### Task brief
From the entries, filter out every line that lacks "margin" and copy the rest.

### Source records
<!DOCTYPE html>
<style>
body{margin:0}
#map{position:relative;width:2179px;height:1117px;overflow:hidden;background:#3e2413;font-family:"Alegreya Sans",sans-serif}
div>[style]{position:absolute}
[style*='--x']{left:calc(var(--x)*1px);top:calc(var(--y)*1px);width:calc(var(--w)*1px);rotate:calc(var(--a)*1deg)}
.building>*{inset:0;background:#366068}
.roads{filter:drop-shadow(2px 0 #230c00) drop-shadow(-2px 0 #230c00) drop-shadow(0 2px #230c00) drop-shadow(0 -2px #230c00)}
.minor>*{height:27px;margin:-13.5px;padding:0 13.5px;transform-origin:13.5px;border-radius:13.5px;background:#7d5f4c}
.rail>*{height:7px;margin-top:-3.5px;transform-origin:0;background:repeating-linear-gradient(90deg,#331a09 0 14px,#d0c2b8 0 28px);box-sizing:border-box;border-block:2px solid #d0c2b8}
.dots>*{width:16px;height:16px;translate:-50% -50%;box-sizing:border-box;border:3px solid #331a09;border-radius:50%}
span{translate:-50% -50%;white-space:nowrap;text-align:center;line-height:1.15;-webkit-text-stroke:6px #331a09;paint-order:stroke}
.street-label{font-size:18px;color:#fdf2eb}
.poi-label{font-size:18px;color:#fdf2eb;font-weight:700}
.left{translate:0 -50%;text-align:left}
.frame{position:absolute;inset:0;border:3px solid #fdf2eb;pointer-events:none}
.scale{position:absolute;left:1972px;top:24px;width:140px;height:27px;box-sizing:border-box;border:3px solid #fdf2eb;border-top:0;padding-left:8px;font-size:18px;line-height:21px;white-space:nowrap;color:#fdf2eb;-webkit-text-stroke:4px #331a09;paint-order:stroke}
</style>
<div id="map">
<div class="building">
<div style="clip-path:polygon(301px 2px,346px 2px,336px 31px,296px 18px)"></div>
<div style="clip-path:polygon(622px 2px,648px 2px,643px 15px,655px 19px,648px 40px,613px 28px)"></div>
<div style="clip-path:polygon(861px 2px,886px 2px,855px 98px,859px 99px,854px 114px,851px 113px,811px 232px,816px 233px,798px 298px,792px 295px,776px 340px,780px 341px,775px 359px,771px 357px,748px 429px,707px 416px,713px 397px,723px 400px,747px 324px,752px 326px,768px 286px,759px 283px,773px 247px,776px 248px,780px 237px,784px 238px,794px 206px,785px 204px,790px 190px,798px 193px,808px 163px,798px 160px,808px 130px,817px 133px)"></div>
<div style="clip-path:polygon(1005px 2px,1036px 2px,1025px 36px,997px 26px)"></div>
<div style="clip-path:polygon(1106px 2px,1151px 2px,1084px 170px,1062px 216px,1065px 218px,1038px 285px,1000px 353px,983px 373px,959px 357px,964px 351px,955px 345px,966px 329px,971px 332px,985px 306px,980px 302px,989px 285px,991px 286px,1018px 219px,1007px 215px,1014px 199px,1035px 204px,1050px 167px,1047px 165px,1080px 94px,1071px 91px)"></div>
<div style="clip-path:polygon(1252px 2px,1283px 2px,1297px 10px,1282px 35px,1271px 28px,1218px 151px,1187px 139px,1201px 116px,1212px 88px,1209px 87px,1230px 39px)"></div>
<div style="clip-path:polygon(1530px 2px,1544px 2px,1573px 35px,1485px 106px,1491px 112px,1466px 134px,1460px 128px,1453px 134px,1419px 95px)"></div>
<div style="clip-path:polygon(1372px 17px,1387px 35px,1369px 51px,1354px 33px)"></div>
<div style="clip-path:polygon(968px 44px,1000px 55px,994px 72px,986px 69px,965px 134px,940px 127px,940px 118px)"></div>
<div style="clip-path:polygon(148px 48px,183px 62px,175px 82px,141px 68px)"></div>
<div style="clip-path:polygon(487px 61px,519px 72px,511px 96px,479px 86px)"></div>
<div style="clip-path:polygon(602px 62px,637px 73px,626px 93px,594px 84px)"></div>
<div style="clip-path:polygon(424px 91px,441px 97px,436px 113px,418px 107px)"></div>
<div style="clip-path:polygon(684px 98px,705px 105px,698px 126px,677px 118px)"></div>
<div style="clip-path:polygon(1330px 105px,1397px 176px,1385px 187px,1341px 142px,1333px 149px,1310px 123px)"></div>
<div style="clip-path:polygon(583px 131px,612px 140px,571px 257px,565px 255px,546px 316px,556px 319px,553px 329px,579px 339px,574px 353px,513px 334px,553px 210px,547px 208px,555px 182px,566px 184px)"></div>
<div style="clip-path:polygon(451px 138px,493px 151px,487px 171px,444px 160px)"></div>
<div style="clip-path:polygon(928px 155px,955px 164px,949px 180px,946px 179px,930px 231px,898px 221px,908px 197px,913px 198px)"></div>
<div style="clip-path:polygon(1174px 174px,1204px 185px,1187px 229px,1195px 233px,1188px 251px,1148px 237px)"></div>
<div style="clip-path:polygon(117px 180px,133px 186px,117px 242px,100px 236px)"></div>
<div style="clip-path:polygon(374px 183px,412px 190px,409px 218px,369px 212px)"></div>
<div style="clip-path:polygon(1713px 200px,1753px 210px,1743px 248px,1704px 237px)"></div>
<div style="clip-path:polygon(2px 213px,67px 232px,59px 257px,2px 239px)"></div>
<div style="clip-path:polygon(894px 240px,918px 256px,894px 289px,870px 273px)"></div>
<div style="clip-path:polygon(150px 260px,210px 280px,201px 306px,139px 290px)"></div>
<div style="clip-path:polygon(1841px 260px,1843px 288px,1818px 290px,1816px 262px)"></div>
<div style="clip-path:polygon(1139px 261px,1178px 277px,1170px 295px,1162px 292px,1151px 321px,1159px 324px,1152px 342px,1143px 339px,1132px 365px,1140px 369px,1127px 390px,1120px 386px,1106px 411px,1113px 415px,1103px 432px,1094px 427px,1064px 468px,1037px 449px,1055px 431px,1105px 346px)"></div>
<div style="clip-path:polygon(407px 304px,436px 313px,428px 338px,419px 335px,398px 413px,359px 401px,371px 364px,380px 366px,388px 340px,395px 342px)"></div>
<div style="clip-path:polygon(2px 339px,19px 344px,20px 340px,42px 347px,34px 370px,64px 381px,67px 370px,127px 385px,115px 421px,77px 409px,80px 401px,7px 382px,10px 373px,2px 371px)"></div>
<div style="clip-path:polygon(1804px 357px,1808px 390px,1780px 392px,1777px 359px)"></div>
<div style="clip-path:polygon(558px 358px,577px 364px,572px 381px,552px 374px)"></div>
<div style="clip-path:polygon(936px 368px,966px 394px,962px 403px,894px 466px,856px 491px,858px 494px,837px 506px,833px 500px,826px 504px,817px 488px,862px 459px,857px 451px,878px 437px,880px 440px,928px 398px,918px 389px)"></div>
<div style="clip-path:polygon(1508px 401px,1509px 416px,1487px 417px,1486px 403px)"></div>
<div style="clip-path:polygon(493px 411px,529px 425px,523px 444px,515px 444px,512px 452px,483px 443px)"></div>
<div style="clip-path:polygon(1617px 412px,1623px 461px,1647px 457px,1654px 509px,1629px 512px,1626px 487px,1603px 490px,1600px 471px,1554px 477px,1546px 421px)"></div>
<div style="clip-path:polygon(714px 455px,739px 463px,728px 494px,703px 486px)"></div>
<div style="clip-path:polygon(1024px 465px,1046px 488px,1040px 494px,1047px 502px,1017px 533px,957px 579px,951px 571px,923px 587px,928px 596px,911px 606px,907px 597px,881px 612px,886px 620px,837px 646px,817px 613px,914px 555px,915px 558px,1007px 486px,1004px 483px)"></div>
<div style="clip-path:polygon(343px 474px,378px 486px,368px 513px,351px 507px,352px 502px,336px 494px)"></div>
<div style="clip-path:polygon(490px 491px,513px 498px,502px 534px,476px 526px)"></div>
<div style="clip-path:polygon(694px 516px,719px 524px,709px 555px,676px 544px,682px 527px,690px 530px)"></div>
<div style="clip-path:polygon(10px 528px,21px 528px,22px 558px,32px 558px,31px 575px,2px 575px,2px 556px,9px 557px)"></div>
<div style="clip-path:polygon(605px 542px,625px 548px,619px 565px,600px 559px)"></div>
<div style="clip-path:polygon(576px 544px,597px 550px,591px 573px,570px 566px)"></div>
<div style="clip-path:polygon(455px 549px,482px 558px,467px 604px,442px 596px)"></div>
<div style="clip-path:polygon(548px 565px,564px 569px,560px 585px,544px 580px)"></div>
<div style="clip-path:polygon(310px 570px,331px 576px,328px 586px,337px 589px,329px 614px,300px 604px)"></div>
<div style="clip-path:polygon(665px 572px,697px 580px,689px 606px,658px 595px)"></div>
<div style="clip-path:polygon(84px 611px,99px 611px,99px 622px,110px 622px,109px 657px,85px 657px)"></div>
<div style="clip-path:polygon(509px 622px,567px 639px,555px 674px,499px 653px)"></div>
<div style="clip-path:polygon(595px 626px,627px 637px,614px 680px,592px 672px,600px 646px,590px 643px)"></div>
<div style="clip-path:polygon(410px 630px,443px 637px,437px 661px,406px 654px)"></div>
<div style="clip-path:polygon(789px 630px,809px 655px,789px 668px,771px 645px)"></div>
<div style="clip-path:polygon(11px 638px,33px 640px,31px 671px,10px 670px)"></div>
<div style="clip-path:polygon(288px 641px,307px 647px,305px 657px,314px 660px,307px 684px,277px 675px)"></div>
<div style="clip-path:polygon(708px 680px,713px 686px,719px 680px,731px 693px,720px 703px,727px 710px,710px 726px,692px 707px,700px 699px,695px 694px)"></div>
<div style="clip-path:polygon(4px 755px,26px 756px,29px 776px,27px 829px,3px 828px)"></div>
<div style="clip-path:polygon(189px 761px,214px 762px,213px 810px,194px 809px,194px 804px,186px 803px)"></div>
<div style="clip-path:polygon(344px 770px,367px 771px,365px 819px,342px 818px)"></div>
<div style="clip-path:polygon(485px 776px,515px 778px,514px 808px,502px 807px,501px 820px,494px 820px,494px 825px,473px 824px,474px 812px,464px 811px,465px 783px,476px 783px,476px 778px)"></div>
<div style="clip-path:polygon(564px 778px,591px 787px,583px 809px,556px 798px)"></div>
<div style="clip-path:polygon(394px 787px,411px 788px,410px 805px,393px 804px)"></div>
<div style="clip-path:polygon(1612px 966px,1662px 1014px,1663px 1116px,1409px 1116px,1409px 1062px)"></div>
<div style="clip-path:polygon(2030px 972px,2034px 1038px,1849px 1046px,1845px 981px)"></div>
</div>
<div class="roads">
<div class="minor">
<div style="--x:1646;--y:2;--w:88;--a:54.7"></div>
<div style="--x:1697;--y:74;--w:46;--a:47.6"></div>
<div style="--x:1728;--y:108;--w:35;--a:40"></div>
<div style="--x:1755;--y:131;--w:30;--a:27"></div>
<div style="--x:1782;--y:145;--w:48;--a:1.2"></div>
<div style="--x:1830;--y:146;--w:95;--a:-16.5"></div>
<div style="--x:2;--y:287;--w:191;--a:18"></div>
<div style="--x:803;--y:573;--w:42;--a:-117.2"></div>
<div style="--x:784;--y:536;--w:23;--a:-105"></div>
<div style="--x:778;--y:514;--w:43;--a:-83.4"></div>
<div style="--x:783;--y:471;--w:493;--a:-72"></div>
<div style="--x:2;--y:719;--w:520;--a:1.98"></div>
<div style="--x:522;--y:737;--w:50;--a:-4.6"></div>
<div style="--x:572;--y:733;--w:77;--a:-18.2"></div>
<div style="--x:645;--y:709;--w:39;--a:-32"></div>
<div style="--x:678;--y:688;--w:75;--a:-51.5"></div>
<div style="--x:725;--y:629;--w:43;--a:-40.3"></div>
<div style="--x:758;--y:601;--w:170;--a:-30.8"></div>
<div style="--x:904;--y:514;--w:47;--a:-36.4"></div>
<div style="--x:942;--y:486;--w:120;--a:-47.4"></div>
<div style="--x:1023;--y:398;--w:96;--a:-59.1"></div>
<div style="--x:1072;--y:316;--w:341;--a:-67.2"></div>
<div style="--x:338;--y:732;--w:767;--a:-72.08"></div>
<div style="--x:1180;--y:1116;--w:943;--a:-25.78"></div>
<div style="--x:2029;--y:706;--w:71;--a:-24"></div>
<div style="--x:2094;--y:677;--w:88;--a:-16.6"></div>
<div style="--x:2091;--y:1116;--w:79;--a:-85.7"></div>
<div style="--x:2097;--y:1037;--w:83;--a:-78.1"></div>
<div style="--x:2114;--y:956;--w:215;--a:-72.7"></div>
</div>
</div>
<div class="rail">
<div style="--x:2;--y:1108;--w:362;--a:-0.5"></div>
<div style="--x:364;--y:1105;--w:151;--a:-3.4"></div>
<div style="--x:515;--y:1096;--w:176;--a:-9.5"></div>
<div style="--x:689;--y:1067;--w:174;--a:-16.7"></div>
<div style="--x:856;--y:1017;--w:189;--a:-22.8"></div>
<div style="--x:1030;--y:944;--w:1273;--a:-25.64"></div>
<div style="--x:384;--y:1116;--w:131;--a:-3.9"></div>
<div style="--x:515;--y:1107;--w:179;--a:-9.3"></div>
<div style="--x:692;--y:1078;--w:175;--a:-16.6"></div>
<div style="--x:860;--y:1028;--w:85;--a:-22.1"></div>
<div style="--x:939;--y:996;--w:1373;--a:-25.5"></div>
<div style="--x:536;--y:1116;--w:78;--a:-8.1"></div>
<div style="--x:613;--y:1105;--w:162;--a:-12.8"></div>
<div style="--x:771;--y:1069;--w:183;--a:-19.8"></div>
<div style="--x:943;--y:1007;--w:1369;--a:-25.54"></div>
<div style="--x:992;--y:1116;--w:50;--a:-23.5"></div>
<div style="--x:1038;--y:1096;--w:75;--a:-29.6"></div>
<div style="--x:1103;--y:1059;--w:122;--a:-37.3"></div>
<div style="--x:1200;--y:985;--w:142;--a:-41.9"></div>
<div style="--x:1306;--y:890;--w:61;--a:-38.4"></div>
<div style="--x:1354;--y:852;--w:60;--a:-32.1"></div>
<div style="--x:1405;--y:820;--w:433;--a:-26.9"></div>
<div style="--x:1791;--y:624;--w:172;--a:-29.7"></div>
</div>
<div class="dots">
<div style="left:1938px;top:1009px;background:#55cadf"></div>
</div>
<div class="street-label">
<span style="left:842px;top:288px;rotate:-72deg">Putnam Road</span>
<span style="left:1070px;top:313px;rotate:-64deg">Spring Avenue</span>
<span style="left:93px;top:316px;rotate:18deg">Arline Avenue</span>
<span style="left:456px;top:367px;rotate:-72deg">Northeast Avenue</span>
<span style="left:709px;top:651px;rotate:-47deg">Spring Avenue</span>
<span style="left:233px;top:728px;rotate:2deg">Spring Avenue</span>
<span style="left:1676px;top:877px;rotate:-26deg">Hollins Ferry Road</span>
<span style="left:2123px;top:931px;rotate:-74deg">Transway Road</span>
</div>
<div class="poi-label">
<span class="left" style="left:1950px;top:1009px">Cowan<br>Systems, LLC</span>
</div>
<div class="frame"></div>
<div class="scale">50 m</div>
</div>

### Solved exercise
body{margin:0}
.minor>*{height:27px;margin:-13.5px;padding:0 13.5px;transform-origin:13.5px;border-radius:13.5px;background:#7d5f4c}
.rail>*{height:7px;margin-top:-3.5px;transform-origin:0;background:repeating-linear-gradient(90deg,#331a09 0 14px,#d0c2b8 0 28px);box-sizing:border-box;border-block:2px solid #d0c2b8}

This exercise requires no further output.